Hayvan üslubu ekolünün en mükemmel örnekleri arasında belirtebileceğimiz geyik ve at figürlerini ele alalım (Res. 92). Eserin fotoğraflarından da görüleceği gibi, geyiğin bir cinsi olan sığının tipik hususiyetleri, sanatkar tarafından üsluplaştırılarak canlandırılmıştır. Ağır başı, geniş yassı küt burnu, büyük kulakları, bizim Anadolu ala geyiklerinde olduğu gibi dal dal olmayan yassı ve geniş boynuzları büyük bir anlayışla ve ustalıkla ortaya konmuştur.
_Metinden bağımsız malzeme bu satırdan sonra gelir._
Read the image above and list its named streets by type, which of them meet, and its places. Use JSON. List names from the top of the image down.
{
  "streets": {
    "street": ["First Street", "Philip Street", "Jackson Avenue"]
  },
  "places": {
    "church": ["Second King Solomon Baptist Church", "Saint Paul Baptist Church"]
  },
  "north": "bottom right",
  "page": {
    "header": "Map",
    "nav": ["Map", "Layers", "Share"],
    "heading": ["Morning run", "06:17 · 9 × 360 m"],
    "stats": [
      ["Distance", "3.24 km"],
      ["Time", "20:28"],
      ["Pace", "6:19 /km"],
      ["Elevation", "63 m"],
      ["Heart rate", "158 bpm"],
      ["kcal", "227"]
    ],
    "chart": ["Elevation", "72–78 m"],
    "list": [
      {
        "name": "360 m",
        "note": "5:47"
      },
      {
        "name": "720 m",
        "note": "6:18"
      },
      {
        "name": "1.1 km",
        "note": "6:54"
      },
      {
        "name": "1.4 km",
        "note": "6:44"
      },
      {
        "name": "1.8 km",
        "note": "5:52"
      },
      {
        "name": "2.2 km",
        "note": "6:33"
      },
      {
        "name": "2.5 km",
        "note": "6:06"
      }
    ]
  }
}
Sağlam vücudu üzerinde, adalelerini belirtmek için Altay eserlerinde görüldüğü gibi nokta ve virgüller yapılmıştır. Sığının vücudu, sanki görünmeyen yırtıcı bir hayvanın pençelerini sırtına geçirmiş ve o baskı ile yere yapışmış ve arka bacakları da yukarıya doğru dönmüş gibidir. Bu figüre, Pazırık’ta bulunmuş ahşaptan küçük bir sığın heykeli ve bazı koşum takımı süsleri ile de derin bir benzerlik arzeder.
Aynı biçim düzenini Esik’in at figürü ile süslü altın plakasında da görüyoruz. Burada at, bir hücuma maruz kalmış gibi karnı yere yapışmış, arka ayakları ise yukarıya doğru dönmüştür. Tıpkı Hun sanatında görülen ve mağlubiyeti simgeleyen, hatta ölümü sembolize eden bir kalıplaşmanın tasviri şeklindedir. Ayrıca, bu iki hayvan figürü ile süslü altın plakanın resmedilirken, adeleleri belirtmek için ahşap veya kemik bir malzeme ile “eğri kesim tekniğinde” yapılmış başka bir Hun eserinden etkilenerek meydana getirildiğini rahatlıkla müşaheda edebiliriz.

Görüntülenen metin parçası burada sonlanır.